DATASET RECORDS:
►
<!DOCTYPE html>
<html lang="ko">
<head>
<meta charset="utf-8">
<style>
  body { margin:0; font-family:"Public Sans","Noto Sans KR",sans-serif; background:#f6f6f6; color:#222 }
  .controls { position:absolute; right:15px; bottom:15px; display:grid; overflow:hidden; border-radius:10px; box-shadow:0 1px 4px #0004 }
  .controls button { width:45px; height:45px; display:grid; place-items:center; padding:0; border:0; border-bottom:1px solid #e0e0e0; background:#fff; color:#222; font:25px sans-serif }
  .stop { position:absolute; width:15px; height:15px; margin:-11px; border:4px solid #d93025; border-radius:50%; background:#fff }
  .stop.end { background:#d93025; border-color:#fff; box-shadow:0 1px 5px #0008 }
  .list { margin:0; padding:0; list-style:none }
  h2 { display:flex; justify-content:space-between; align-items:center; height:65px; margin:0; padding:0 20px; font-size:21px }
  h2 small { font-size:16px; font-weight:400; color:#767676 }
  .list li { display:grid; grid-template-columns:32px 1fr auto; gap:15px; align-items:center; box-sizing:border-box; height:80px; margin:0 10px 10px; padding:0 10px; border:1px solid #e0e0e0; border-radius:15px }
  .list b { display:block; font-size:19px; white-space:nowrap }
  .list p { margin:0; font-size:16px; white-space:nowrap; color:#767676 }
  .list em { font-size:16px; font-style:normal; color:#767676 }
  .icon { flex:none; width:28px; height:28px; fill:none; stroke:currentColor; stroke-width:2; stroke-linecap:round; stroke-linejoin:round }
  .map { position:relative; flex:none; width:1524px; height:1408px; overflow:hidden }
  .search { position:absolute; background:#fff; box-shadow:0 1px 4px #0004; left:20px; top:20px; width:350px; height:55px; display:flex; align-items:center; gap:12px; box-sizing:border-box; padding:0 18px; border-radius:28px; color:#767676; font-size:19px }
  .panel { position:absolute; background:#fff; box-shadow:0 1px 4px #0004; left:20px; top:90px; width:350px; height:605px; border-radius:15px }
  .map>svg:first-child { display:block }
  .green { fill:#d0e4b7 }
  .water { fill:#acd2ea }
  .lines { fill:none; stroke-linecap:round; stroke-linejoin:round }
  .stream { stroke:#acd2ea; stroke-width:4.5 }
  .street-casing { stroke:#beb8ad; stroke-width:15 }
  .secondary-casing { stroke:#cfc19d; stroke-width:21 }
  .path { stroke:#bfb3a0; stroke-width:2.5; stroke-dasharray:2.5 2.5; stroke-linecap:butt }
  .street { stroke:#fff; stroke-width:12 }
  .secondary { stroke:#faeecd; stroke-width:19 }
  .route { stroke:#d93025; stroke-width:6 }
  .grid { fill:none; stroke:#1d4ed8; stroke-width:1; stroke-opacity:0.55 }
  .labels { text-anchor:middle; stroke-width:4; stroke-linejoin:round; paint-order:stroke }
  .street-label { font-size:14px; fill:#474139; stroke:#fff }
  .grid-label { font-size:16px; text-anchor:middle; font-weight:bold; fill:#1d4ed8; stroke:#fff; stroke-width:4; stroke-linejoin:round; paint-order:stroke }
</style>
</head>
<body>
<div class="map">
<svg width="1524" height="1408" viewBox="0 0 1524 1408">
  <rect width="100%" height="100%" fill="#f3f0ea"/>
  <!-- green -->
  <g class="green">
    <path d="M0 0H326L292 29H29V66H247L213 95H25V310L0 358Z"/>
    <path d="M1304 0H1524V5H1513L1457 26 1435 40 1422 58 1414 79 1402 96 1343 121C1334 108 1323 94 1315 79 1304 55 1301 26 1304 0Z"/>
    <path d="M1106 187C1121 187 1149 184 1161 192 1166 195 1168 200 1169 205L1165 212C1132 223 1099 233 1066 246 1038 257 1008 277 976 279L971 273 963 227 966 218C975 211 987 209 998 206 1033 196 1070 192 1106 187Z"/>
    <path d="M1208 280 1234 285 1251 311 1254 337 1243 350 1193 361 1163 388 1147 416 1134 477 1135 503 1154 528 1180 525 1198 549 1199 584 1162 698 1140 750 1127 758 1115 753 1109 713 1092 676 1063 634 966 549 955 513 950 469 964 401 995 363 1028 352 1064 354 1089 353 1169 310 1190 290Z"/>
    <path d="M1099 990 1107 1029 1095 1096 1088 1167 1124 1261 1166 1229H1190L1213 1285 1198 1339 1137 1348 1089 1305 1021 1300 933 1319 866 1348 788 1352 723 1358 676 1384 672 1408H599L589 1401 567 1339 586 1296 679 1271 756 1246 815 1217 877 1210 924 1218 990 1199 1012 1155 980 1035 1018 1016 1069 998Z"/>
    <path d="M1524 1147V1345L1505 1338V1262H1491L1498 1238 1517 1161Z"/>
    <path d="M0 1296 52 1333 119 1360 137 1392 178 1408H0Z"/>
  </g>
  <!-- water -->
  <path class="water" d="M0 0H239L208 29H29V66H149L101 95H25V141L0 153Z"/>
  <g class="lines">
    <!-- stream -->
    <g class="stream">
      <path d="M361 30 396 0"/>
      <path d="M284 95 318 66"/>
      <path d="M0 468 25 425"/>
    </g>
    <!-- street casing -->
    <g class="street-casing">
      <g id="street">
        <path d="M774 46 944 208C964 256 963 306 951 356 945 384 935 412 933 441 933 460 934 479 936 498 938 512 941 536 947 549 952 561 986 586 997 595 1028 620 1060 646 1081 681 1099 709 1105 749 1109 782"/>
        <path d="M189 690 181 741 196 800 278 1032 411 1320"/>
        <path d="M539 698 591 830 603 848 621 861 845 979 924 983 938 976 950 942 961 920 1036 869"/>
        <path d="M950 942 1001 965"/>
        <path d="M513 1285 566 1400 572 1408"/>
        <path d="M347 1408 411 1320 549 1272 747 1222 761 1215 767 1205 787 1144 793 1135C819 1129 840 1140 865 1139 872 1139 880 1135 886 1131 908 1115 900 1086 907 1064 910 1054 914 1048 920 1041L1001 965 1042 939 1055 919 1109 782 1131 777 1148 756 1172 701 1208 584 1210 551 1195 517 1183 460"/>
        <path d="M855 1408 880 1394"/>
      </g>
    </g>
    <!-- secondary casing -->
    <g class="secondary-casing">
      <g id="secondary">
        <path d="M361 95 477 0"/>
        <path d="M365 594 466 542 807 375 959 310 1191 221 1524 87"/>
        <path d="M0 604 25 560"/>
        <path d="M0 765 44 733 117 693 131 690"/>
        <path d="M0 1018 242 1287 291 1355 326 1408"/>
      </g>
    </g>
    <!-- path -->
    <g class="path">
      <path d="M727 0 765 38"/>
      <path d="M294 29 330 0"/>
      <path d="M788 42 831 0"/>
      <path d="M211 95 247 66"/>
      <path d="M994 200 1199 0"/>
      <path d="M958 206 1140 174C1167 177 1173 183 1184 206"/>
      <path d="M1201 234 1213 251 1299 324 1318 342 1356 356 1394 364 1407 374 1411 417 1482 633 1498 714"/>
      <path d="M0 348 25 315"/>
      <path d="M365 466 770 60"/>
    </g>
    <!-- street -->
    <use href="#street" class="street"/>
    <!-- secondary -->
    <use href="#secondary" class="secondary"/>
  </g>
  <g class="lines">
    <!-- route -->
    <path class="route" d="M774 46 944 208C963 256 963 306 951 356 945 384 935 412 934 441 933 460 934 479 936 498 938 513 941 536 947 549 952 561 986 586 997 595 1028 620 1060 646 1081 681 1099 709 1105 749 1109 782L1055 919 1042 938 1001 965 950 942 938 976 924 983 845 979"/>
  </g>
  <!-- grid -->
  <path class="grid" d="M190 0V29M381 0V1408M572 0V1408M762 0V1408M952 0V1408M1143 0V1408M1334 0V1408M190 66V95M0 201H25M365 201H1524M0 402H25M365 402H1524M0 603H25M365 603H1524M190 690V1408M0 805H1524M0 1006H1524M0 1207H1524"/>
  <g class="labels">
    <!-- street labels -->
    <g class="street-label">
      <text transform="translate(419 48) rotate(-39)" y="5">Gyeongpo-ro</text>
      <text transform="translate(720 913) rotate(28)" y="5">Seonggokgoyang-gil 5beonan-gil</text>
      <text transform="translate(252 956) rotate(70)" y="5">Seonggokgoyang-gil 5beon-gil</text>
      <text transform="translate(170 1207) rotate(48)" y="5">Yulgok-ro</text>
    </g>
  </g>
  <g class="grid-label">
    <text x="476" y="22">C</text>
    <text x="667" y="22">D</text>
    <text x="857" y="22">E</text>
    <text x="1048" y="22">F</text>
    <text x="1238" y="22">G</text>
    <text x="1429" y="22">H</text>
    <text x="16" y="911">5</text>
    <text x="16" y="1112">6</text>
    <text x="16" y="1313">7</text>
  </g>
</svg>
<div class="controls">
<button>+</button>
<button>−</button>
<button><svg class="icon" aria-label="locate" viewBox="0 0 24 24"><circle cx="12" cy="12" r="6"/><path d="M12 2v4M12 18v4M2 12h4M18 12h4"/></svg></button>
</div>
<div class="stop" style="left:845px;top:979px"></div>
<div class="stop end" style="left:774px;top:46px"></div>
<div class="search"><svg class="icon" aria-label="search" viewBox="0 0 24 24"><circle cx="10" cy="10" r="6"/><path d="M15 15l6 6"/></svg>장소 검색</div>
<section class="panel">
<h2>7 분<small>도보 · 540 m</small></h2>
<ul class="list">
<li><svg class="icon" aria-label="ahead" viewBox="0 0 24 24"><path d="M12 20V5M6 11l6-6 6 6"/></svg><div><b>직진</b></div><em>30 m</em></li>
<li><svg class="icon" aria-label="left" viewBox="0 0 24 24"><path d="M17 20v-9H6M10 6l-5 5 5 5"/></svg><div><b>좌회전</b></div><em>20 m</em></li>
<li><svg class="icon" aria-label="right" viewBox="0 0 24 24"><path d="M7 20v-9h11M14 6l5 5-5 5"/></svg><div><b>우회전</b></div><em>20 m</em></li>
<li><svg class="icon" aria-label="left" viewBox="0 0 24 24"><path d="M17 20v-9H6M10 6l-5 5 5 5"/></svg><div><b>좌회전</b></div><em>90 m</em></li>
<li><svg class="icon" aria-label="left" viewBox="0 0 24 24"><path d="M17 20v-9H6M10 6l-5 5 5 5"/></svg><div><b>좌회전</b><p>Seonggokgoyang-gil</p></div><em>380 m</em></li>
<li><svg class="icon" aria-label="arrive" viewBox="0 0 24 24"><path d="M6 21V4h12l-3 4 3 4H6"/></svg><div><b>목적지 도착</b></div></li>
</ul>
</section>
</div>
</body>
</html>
◄
Write out the material above exactly, please, from its first line up to and including the line where "flex:none; width:28px; height:28px;" appears, and stop there.

RESPONSE TO THIS EXERCISE:
<!DOCTYPE html>
<html lang="ko">
<head>
<meta charset="utf-8">
<style>
  body { margin:0; font-family:"Public Sans","Noto Sans KR",sans-serif; background:#f6f6f6; color:#222 }
  .controls { position:absolute; right:15px; bottom:15px; display:grid; overflow:hidden; border-radius:10px; box-shadow:0 1px 4px #0004 }
  .controls button { width:45px; height:45px; display:grid; place-items:center; padding:0; border:0; border-bottom:1px solid #e0e0e0; background:#fff; color:#222; font:25px sans-serif }
  .stop { position:absolute; width:15px; height:15px; margin:-11px; border:4px solid #d93025; border-radius:50%; background:#fff }
  .stop.end { background:#d93025; border-color:#fff; box-shadow:0 1px 5px #0008 }
  .list { margin:0; padding:0; list-style:none }
  h2 { display:flex; justify-content:space-between; align-items:center; height:65px; margin:0; padding:0 20px; font-size:21px }
  h2 small { font-size:16px; font-weight:400; color:#767676 }
  .list li { display:grid; grid-template-columns:32px 1fr auto; gap:15px; align-items:center; box-sizing:border-box; height:80px; margin:0 10px 10px; padding:0 10px; border:1px solid #e0e0e0; border-radius:15px }
  .list b { display:block; font-size:19px; white-space:nowrap }
  .list p { margin:0; font-size:16px; white-space:nowrap; color:#767676 }
  .list em { font-size:16px; font-style:normal; color:#767676 }
  .icon { flex:none; width:28px; height:28px; fill:none; stroke:currentColor; stroke-width:2; stroke-linecap:round; stroke-linejoin:round }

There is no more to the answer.